Who’s got two thumbs and joined the Secret Recipe Club this month? This gal, that’s who!
In case you’re not familiar with Secret Recipe Club, here’s how it works in a nutshell – each month, the SRC members are each randomly assigned a secret blogger buddy, and then pick a recipe from their buddy’s blog to cook and document on their own blog on the big reveal date. A few bloggers I follow have joined up in recent months, and it seemed like a neat way to connect with other bloggers while trying out some recipes I might otherwise never have discovered. Sounds like a win-win proposition, right?
My assigned blogger for September is Megan at Megan’s Cookin’, whose lovely blog is chock-full of recipes for homey comfort foods and sinfully sweet desserts. It’s so chock-full, in fact, that I had a really hard time deciding which recipe I wanted to make!
With fall weather starting to sneak up on us, I was really tempted to try out her Pumpkin Pie Spiced Truffles or maybe the Sour Cream Pumpkin Coffeecake… and it was really hard to pass up the Bacon Candy, because I do love me some bacon. And just check out how cute these little Turtle Cupcakes with Royal Icing Turtle Toppers are, despite a few hiccups that happened along the way (BTW, I completely admire any blogger who willingly shares their failures and even giggle a little at them. Believe me, we all have them… I just tend to keep mine quiet, is all.)
In the end, though, it was her recipe for Killer Artichoke Bread that called my name. Actually, it didn’t really call my name… it just shouted something along the lines of “Bread! With loads of melted cheese! And artichokes! MAKE ME NOW!”.
(Yes, food occasionally screams orders at me. Particularly when said food is deep-fried, smothered in cheese or involves some form of chocolate.)
I didn’t make too many changes to Megan’s original recipe – besides scaling down to half of the topping ingredients (except for the garlic, because we LOVE garlic), I also swapped out the original French bread for a smaller ciabatta loaf and added one finely minced shallot to the mix.
The verdict? It’s awesome.
Seriously. Make this. NOW.
One small caution, however. Do not, under any circumstances, eat the whole loaf on your own, no matter how loudly it is shouting at you to do so. That would be bad. I take no responsibility for any major indigestion, sudden spikes in cholesterol levels or massive weight gain that might result from actually eating the whole thing in one sitting, as tempting as it might be. Consider yourself warned.

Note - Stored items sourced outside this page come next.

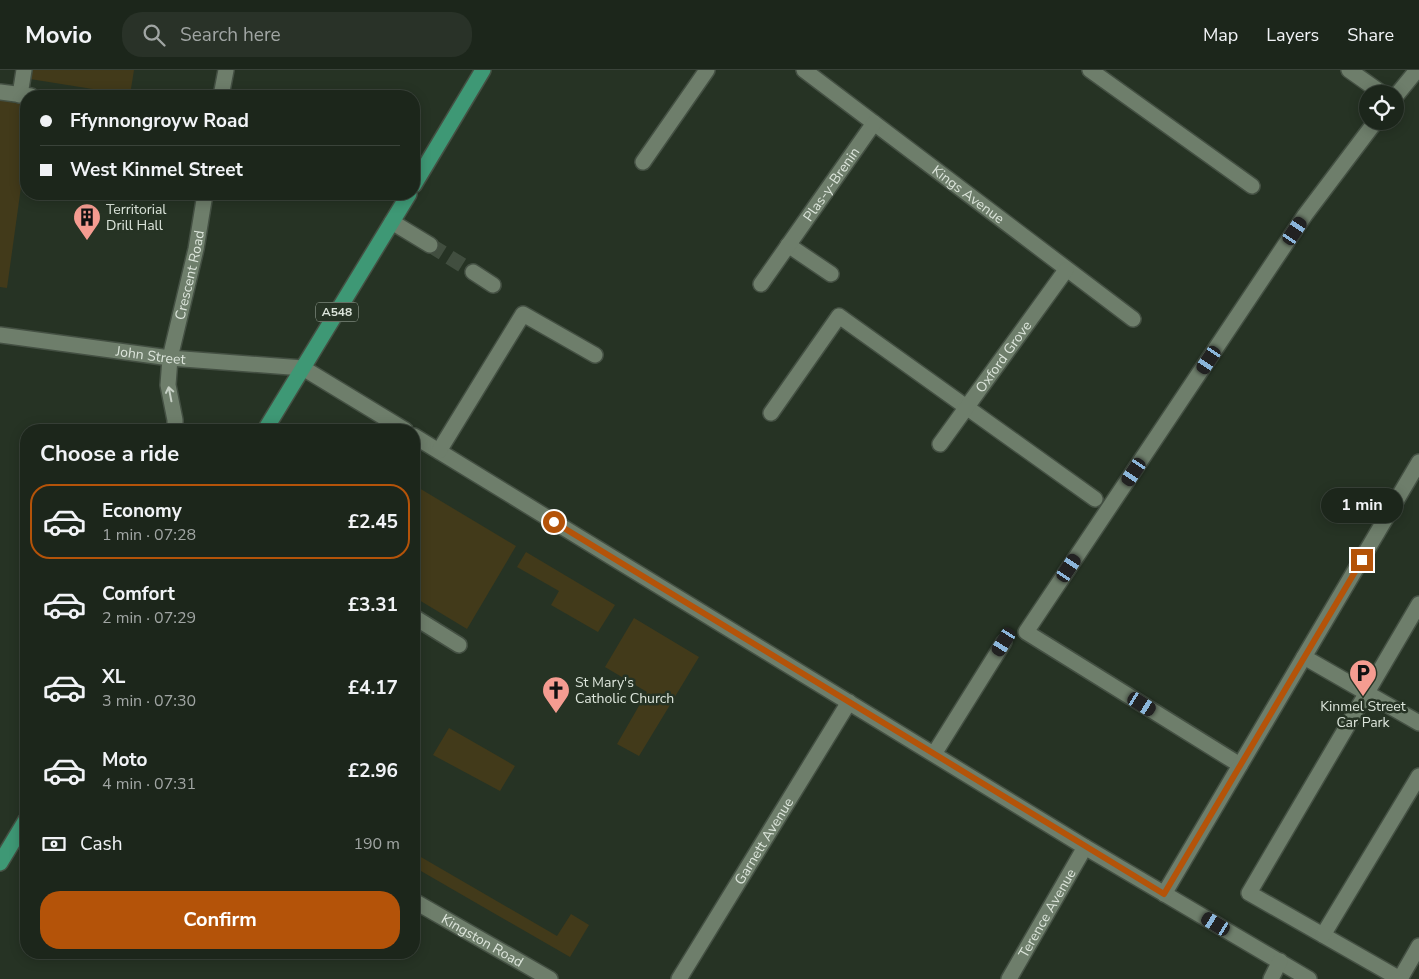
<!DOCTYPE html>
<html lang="en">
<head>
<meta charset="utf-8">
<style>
  :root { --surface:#1c261b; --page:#293228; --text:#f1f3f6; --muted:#a0a5a3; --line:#3a433a; --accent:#b45309 }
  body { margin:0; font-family:"Nunito Sans",sans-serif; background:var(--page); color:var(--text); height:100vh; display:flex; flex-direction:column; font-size:19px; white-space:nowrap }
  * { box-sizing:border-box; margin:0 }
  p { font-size:16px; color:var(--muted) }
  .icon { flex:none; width:28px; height:28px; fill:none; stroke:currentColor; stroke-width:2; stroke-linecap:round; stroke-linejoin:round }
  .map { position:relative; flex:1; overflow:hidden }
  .side { position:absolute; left:20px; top:354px; width:400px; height:535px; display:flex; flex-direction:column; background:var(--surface); border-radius:20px; box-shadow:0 2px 12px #0003,0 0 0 1px var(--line) }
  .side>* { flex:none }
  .top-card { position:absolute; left:20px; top:20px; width:400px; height:110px; border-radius:20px; box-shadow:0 2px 12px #0003,0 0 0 1px var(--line); display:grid; align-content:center; height:110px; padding:0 20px; background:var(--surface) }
  .tools { position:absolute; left:1359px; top:15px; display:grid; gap:10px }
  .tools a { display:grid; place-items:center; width:45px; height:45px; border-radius:50%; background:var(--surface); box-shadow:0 2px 12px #0003,0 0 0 1px var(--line); font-size:25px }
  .end { position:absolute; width:22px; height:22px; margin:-11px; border:6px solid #b45309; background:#fff; box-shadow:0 0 0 2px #fff }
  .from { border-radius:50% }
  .bubble { position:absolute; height:35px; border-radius:18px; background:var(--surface); box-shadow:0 2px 12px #0003,0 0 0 1px var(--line); font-size:16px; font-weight:700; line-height:35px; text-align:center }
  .car { position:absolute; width:15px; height:30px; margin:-15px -8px; border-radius:6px; box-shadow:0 0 4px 1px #0007; background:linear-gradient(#222 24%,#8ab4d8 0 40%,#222 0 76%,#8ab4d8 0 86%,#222 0) }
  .top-card b { display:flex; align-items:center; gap:18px; height:48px; font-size:19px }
  .top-card b+b { border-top:1px solid var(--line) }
  .top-card i { width:12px; height:12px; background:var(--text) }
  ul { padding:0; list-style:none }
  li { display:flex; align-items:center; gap:15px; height:75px; margin:0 10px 8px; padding:0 10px; border:2px solid transparent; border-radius:20px }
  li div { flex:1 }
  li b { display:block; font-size:19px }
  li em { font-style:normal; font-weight:700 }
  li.current { border-color:var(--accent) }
  li>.icon { width:45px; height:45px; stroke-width:1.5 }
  h2 { padding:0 20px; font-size:22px; line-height:60px }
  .pay { display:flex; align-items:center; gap:12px; height:55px; padding:0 20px; font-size:19px }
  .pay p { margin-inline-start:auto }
  .cta { display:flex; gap:10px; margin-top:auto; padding:10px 20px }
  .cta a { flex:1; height:58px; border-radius:20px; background:var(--accent); color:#fff; font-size:20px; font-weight:700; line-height:58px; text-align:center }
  header { display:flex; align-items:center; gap:30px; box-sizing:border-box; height:70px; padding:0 25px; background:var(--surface); border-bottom:1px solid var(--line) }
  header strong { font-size:24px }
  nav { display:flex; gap:28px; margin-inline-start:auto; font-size:18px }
  .search { width:350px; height:45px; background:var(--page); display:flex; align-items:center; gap:12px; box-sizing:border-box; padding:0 18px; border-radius:20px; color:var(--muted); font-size:19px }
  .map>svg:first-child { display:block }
  .green { fill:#423a1a }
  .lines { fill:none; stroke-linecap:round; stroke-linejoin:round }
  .minor-tunnel { stroke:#414e3f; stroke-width:15; stroke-dasharray:15 8; stroke-linecap:butt }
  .minor-casing { stroke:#445043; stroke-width:18 }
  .major-casing { stroke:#445043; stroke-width:18 }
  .minor { stroke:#6e7e6b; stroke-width:15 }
  .major { stroke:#3e9875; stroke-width:15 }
  .oneway { stroke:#c6d0c5 }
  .route { stroke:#b45309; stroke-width:6 }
  .labels { text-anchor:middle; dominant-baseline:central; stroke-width:5; stroke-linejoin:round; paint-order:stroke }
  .shield { fill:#263324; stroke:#a5b0a4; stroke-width:1 }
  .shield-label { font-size:12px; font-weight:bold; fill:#dce5db }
  .street-label { font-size:14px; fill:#dce5db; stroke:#263324 }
  .poi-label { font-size:14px; fill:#dce5db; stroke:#263324; text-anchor:start }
</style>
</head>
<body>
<header>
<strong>Movio</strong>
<div class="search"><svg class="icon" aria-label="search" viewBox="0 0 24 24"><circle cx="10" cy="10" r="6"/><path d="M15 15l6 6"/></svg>Search here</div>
<nav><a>Map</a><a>Layers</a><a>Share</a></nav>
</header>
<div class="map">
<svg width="1419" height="909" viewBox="0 0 1419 909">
  <rect width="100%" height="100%" fill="#263324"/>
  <g class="green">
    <polygon points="32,0 134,0 130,25 30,9"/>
    <polygon points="0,30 26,35 26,81 7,218 0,217"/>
    <polygon points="414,415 516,476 467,559 414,527"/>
    <polygon points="526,482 615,535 598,562 551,535 559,521 517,497"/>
    <polygon points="634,548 699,587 639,686 617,674 647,622 605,597"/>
    <polygon points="449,658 515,696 500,721 433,685"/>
    <polygon points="414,783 557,866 571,844 589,855 570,887 414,797"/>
  </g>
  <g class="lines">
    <polyline class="minor-tunnel" points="430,175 473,202"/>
    <g class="minor-casing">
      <g id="minor">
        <path id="s1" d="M804,0l329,249"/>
        <polyline points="1090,0 1252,116"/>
        <polyline points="1349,0 1383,24"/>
        <polyline points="0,22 31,26"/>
        <polyline points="20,25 24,0"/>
        <polyline points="221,26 226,0"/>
        <polyline points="1395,27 1417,0"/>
        <polyline points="643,92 707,0"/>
        <polyline points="392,152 430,175"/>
        <polyline points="788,175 831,204"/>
        <polyline points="473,202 493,215"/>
        <path id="s2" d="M761,214l113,-161"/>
        <path id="s3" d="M0,265l170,23 133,10 102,62"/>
        <polyline points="771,343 839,246 1095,429"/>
        <path id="s4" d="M175,360v-10l-7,-35 2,-27 26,-109 9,-55"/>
        <polyline points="414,366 1085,777 1309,909"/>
        <path id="s5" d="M940,374l126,-174"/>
        <polyline points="439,381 523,244 595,285"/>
        <polyline points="1419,534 1249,823 1400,909 1419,876"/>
        <polyline points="414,547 459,575"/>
        <polyline points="1304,587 1419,653"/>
        <polyline points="934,684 1004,572"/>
        <polyline points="1240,695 1026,562 1305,145 1376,51"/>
        <polyline points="1164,824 1419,392"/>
        <path id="s6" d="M414,831l136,78"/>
        <polyline points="1323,865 1419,706"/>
        <path id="s7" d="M679,909l170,-277"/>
        <path id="s8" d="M1009,909l76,-132"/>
        <polyline points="1271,909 1280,891"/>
      </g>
    </g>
    <g class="major-casing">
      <g id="major">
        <polyline points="414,115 483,0"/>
        <polyline points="265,360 409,124"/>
        <polyline points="0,793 26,750"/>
      </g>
    </g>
    <use href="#minor" class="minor"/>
    <use href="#major" class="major"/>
  </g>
  <defs><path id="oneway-shaft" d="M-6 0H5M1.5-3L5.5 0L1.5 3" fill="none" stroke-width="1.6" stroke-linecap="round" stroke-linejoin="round" transform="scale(1.25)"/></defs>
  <use class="oneway" href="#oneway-shaft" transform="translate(170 324) rotate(-101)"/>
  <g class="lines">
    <polyline class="route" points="554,452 1164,824 1362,490"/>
  </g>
  <defs>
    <g id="building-pin" transform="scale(1.4375)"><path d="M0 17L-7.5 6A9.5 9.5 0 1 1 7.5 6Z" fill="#f59c91" stroke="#263324"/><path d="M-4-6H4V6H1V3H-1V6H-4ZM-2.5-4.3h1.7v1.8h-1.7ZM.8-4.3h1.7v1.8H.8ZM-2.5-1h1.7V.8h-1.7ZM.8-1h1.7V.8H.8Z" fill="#111"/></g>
    <g id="parking-pin" transform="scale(1.4375)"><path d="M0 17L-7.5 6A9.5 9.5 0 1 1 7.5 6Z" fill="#f59c91" stroke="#263324"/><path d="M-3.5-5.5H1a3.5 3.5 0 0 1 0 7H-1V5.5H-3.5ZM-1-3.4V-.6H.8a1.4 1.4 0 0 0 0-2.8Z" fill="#111"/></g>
    <g id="church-pin" transform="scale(1.4375)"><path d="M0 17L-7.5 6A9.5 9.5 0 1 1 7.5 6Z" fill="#f59c91" stroke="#263324"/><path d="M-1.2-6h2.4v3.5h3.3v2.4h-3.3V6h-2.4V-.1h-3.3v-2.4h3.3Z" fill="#111"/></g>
  </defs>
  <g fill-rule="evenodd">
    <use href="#building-pin" x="87" y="147"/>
    <use href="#parking-pin" x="1363" y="603"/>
    <use href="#church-pin" x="556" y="620"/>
  </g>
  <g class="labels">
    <rect class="shield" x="316" y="232.5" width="42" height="19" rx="4"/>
    <g class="shield-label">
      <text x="337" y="242">A548</text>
    </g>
    <g class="street-label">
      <text stroke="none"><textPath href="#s2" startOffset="122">Plas-y-Brenin</textPath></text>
      <text stroke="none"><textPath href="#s1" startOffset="206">Kings Avenue</textPath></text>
      <text stroke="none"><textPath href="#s4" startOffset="158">Crescent Road</textPath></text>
      <text stroke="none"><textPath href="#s3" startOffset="152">John Street</textPath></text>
      <text stroke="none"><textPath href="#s5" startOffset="108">Oxford Grove</textPath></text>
      <text stroke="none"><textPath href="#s7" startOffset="162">Garnett Avenue</textPath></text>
      <text stroke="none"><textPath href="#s8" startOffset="76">Terence Avenue</textPath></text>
      <text stroke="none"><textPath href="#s6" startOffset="79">Kingston Road</textPath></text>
    </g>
    <g class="poi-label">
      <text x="106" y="139">Territorial<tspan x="106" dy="16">Drill Hall</tspan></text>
      <text x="575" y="612">St Mary's<tspan x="575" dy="16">Catholic Church</tspan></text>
      <text x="1363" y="636" text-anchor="middle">Kinmel Street<tspan x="1363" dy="16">Car Park</tspan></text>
    </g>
  </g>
</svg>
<div class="tools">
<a><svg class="icon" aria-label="locate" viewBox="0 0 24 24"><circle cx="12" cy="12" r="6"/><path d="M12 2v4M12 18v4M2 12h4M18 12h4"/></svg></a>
</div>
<i class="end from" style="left:554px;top:452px"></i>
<i class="end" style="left:1362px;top:490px"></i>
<div class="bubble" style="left:1321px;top:418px;width:82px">1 min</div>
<i class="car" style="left:1295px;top:161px;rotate:34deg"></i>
<i class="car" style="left:1209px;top:290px;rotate:214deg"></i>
<i class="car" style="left:1134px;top:402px;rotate:214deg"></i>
<i class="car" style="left:1069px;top:498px;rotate:34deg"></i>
<i class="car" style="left:1004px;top:572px;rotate:212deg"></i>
<i class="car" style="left:1142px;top:634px;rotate:122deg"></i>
<i class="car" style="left:1216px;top:854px;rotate:301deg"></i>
<div class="top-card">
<b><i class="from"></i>Ffynnongroyw Road</b>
<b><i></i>West Kinmel Street</b>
</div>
<section class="side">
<h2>Choose a ride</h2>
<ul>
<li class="current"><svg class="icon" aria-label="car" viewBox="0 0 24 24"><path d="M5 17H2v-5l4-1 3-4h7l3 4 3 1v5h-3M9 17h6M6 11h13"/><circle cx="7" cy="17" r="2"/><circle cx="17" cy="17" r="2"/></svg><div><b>Economy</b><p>1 min · 07:28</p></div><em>£2.45</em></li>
<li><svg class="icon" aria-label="car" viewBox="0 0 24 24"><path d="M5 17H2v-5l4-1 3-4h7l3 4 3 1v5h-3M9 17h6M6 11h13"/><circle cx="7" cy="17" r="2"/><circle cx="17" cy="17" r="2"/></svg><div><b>Comfort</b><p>2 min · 07:29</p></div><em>£3.31</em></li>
<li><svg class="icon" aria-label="car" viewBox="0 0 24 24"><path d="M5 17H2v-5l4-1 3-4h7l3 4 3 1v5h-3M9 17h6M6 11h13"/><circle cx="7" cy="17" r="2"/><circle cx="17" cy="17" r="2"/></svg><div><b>XL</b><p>3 min · 07:30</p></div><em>£4.17</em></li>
<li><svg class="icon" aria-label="car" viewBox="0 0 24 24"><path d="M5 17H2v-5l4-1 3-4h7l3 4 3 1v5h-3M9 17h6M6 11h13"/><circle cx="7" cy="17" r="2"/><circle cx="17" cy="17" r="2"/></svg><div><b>Moto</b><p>4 min · 07:31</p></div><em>£2.96</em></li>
</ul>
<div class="pay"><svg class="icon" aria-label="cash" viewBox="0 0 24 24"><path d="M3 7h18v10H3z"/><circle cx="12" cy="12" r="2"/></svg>Cash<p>190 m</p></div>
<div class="cta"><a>Confirm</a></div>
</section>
</div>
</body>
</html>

Instead, try inviting a friend or two or five to help you polish off these gorgeously gooey cheese-covered slices of heart-stopping, artery-clogging deliciousness. Or just scale down the recipe to make a half-batch, which is what I ended up doing for The Boy and myself… and as it is, we ended up declaring defeat halfway through, and saved the second half for another day.
- 2 tbsp butter
- 2 cloves garlic, pressed
- 1 (14 oz) can artichoke hearts, drained and chopped
- 1 cup shredded cheddar and mozarella cheese blend
- ½ cup grated Parmesan cheese
- ¼ cup sour cream
- 1 large shallot, finely minced
- 1 small loaf ciabatta bread
- Salt and freshly ground black pepper
- Preheat broiler, and line a large baking sheet with aluminum foil.
- In a large skillet set over medium-high heat, melt the butter until foamy. Add garlic and cook until fragrant, about 30 seconds. Scrape the cooked garlic into a large mixing bowl, and stir in artichoke hearts, mozzarella, cheddar, Parmesan, sour cream and shallot until combined.
- Slice the bread lengthwise. Place the bread halves on the prepared baking sheet, cut side up, and spoon the cheese and artichoke mixture overtop. Broil for about 5 minutes, or until the cheese is melted and bread is hot. Cut each half into six pieces and serve right away, while the cheese is still nice and melty.